== EXERCISE INSTRUCTIONS ==
Please repeat, from the entries that follow, the lines from the one containing "display:flex; align-items:center; gap:20px;" through the one containing "position:absolute; left:1635px; top:30px;" exactly, adding nothing.

[Dataset entries]
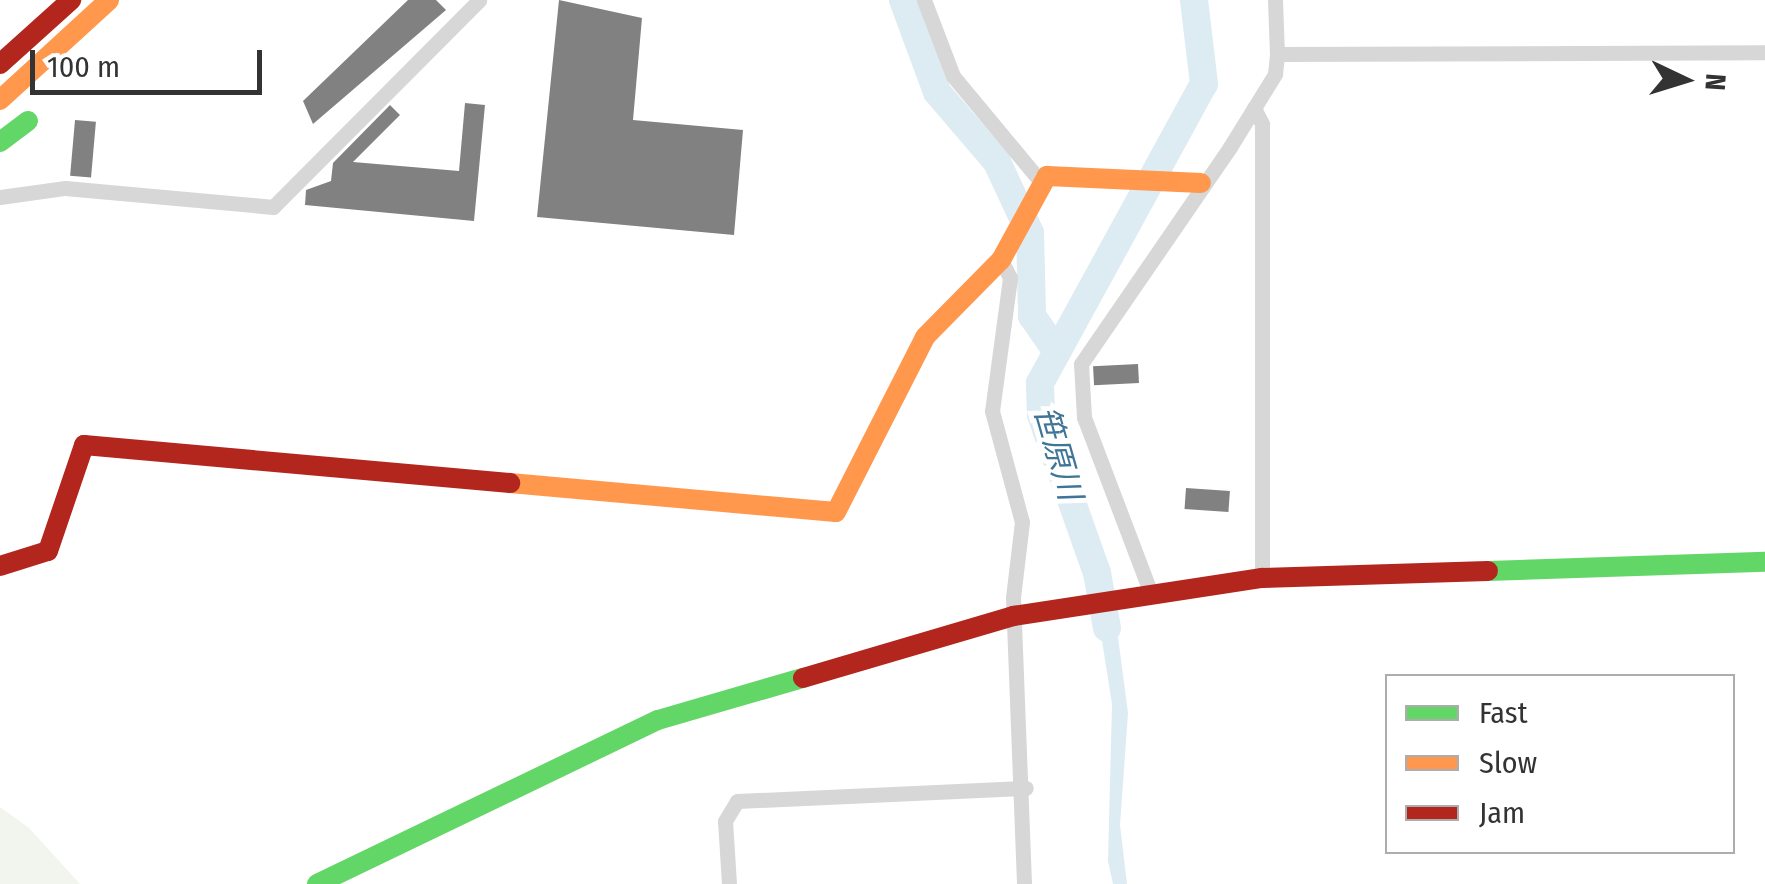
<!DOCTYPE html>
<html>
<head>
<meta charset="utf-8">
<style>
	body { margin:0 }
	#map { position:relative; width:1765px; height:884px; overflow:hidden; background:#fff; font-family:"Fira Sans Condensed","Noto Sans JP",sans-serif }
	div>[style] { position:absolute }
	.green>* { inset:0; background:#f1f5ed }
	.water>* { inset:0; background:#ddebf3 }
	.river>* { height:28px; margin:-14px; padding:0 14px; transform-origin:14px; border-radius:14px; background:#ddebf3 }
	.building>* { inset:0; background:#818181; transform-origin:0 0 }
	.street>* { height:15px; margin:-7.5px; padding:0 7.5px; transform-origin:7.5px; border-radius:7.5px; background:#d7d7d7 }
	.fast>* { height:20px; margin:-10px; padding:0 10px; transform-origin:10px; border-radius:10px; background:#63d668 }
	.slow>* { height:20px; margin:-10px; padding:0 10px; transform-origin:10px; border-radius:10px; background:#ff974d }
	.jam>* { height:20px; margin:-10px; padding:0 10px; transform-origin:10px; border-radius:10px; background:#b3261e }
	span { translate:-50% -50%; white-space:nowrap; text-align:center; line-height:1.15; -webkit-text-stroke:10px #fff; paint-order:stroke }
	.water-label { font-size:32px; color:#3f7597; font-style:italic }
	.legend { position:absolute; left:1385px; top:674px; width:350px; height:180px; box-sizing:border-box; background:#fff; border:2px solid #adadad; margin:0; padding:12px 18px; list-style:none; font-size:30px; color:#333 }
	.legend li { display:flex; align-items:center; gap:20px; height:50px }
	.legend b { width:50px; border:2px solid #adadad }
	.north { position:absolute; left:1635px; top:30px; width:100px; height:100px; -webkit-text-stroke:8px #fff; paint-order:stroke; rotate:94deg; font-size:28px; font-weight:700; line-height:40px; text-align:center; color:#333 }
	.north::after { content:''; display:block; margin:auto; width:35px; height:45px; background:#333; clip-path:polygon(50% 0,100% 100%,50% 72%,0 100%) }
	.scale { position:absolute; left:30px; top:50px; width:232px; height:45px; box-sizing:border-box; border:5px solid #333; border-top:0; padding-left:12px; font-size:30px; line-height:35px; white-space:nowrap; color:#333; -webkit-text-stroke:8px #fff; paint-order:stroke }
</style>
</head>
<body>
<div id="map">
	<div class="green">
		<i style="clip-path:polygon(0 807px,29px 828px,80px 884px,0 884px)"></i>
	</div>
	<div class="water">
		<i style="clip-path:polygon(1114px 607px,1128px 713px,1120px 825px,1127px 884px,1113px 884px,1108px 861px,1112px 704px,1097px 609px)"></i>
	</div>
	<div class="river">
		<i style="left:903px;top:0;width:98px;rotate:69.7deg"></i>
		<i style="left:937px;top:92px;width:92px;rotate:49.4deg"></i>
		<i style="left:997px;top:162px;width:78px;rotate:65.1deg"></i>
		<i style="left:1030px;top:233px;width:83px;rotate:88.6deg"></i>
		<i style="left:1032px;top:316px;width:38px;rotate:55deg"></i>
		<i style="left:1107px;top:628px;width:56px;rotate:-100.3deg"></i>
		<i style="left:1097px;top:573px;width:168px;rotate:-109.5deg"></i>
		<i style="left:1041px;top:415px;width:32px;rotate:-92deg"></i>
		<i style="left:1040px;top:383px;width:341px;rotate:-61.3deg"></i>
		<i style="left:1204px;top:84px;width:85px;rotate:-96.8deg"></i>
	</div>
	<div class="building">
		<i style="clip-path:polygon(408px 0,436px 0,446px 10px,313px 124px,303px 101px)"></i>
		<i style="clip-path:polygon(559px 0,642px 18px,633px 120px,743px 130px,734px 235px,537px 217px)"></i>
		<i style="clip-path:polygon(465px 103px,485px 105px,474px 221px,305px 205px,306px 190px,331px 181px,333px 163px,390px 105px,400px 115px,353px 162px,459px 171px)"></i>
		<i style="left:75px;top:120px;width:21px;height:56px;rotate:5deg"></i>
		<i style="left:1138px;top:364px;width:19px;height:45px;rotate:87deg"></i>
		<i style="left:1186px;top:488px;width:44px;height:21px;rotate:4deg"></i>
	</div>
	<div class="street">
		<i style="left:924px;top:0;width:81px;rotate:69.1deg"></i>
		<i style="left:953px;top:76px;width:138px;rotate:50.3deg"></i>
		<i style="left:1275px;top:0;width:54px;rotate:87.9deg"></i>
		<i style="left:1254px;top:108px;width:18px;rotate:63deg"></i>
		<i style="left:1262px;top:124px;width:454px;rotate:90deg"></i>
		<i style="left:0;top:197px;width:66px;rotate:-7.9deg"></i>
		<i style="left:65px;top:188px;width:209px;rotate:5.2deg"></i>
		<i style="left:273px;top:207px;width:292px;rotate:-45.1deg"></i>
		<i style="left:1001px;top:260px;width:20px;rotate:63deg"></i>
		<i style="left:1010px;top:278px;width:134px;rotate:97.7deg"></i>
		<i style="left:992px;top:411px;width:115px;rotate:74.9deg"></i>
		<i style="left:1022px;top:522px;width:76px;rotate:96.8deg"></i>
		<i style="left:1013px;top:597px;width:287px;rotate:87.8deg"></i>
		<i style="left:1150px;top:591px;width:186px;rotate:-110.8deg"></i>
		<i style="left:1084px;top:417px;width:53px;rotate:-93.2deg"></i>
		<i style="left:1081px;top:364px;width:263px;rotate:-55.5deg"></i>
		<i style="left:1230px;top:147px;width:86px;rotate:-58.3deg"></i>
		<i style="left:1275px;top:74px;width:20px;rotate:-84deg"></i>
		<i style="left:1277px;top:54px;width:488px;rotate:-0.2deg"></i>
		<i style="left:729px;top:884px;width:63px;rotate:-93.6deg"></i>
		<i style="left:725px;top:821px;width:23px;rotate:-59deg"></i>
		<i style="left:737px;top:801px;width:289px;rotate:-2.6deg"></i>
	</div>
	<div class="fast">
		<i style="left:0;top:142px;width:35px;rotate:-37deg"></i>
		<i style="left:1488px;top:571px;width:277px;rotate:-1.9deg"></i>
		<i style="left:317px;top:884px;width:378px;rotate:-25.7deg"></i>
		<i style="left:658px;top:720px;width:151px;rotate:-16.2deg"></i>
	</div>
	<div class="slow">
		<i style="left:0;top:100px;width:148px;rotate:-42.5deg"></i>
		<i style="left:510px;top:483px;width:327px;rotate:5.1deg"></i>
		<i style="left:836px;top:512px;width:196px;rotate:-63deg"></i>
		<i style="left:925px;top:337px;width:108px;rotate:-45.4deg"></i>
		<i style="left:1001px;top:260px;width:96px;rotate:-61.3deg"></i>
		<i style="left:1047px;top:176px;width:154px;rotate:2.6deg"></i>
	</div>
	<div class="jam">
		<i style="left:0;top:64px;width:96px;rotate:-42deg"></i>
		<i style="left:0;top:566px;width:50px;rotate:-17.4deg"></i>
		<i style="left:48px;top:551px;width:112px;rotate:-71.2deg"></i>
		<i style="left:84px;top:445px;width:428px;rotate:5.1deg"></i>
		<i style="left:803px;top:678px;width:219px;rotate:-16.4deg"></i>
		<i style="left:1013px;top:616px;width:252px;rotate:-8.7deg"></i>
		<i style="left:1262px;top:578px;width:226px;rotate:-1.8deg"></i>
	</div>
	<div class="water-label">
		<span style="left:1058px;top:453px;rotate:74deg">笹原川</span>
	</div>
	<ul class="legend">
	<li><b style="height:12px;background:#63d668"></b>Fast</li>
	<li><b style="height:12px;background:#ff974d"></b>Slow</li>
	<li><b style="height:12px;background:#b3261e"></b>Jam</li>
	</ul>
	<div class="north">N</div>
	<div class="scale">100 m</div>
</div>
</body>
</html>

== OUTPUT OF THE EXERCISE ==
	.legend li { display:flex; align-items:center; gap:20px; height:50px }
	.legend b { width:50px; border:2px solid #adadad }
	.north { position:absolute; left:1635px; top:30px; width:100px; height:100px; -webkit-text-stroke:8px #fff; paint-order:stroke; rotate:94deg; font-size:28px; font-weight:700; line-height:40px; text-align:center; color:#333 }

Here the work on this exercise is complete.